PHENOMIX RELEASES FINDINGS ON DPP4 INHIBITOR FOR DIABETES

Phenomix has announced the completion of a multinational Phase IIa clinical trial of PHX1149, a novel orally administered inhibitor of DPP4 for the treatment of Type 2 diabetes mellitus. Statistical analysis of the trial data shows significant improvement of postprandial blood glucose levels and HbA1c with once-daily dosing. There was no apparent pattern of drug-related adverse events, and PHX1149 demonstrated a tolerability profile comparable to placebo at all dose levels tested. The favorable tolerability data are consistent with the high selectivity of this compound, the low peak-to-trough pharmacokinetic characteristics and low cellular permeability, according to the company.

"Our clinical results show that PHX1149 meets or exceeds the high bar for efficacy and tolerability set by other DPP4 inhibitors. We believe that our next clinical study will further demonstrate PHX1149's potential to provide patients significantly increased benefits over existing therapies," Laura Shawver, president and CEO of Phenomix, said.

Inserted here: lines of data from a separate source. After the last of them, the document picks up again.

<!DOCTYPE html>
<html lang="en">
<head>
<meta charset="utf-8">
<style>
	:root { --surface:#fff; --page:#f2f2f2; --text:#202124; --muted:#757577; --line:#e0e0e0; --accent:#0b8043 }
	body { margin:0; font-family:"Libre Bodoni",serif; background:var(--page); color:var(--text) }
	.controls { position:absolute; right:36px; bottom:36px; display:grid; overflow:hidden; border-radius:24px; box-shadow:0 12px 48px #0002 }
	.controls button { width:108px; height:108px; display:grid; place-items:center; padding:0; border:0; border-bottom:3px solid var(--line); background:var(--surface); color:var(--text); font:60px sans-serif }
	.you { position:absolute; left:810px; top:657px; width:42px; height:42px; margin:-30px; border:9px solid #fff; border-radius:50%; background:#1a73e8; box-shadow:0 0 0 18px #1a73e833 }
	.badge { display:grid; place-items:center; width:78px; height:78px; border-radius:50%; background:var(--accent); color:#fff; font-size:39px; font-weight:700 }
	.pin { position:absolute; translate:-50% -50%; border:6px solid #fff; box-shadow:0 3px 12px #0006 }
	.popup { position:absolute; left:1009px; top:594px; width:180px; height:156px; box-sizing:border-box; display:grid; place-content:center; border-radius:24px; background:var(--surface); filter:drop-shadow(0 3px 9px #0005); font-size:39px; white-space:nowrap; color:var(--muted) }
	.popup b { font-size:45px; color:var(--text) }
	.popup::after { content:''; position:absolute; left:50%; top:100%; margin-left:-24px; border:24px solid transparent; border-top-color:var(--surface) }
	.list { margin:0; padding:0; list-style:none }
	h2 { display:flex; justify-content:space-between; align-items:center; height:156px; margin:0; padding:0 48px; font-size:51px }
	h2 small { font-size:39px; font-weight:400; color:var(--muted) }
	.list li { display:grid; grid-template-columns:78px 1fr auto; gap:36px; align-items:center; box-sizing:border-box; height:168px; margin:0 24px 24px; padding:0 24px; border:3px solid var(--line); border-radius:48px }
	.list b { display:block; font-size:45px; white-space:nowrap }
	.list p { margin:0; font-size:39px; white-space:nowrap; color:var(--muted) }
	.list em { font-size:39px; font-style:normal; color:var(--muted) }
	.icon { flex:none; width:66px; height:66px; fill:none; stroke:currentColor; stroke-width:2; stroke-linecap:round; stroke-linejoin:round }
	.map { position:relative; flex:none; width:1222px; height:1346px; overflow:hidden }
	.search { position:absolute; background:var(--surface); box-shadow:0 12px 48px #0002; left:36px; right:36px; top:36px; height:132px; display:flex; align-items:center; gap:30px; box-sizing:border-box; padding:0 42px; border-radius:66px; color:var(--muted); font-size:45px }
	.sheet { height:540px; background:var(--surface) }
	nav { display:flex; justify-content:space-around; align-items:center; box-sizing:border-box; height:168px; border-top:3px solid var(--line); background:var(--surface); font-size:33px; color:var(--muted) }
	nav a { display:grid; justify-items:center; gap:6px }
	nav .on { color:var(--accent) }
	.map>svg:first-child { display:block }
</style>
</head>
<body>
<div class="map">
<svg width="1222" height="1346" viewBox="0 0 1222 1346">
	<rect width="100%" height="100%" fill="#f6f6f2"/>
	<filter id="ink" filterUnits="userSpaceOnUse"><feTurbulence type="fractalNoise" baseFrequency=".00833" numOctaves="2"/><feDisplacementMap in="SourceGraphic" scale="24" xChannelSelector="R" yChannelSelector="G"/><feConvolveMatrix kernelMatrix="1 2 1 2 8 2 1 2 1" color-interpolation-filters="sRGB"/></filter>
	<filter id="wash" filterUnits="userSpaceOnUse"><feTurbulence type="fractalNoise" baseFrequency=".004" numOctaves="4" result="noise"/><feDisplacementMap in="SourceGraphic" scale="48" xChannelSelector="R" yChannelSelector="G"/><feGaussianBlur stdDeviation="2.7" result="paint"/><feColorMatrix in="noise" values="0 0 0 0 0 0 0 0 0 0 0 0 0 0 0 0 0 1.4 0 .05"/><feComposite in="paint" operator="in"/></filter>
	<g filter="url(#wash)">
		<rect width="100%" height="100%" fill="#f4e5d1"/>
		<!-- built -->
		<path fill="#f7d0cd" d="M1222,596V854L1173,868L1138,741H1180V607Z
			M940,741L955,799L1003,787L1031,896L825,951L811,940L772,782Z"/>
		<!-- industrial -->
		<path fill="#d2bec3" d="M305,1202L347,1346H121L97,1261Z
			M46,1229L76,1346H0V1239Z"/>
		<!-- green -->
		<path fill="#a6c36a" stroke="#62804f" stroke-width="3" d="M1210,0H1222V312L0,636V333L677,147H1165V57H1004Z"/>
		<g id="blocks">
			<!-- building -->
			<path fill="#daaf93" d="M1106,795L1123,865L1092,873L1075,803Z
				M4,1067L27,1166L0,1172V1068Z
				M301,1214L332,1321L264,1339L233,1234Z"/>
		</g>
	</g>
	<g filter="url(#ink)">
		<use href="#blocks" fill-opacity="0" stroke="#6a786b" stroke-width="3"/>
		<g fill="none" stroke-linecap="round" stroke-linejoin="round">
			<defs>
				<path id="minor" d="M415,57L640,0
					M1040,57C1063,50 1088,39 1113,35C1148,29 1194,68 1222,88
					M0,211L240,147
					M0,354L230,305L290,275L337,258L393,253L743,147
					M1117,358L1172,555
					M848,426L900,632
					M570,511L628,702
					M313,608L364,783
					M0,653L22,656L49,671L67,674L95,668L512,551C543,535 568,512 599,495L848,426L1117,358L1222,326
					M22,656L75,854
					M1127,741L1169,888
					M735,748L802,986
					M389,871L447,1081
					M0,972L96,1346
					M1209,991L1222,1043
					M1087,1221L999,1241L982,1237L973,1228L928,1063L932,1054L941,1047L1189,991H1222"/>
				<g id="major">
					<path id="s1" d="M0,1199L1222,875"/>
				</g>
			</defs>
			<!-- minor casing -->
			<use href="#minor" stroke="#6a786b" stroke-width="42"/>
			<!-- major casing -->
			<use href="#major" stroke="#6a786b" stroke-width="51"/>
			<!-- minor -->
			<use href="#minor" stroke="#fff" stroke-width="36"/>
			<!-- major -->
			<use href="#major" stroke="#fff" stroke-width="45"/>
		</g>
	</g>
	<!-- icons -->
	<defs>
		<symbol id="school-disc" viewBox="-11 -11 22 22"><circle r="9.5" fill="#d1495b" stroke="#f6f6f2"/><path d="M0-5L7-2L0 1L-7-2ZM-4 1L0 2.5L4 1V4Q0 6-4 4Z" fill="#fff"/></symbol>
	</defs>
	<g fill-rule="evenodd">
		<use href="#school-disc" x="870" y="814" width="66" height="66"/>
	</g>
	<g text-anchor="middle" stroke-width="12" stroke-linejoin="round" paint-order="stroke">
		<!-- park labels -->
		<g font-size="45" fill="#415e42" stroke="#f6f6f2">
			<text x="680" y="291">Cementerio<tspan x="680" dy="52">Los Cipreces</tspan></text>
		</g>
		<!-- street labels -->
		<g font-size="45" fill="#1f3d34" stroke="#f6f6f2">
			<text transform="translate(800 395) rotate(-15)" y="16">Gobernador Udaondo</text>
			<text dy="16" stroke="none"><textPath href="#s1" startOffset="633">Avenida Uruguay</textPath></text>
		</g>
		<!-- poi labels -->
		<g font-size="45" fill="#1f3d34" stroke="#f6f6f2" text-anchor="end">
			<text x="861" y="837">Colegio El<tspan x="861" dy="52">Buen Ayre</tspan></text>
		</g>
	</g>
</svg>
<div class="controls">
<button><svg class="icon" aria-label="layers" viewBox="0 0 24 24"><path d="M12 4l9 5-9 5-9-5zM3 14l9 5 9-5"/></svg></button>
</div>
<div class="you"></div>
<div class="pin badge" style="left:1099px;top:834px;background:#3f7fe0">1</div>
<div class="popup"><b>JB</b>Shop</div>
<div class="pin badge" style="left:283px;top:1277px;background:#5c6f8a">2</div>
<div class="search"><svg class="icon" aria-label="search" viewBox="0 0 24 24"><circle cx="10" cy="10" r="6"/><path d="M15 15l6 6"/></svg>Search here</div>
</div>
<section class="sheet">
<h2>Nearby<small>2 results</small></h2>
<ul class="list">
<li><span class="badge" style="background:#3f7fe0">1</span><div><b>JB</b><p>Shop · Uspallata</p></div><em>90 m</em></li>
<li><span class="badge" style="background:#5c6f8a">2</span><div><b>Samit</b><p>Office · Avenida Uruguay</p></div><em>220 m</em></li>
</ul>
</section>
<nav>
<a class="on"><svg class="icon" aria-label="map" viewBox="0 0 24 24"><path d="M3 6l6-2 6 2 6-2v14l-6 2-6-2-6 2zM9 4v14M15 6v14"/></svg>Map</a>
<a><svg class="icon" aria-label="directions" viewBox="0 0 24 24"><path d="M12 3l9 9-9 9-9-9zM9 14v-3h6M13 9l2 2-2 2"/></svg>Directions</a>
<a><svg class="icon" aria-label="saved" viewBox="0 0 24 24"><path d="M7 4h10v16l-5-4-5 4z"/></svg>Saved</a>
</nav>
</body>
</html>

DPP4 is a serine protease that has emerged as an important target for the treatment of Type 2 diabetes, the company said. Inhibiting DPP4 increases the physiological levels of regulatory peptides, such as GLP-1, an important modulator of insulin response and digestion.

The study, a double-blind, placebo-controlled, parallel-group trial with three active doses, was conducted at multiple sites in the U.S., Mexico and Australia. PHX1149 or placebo was administered orally to 174 Type 2 diabetic patients over a four-week period. PHX1149 met its primary endpoint of improved postprandial as well as secondary endpoint measurements related to HbA1c and GLP-1 levels, the principal mediator of the biological effects of DPP4 inhibition.

Phenomix expects to commence a 12-week Phase IIb study in the first half of 2007 and Phase III trials in 2008.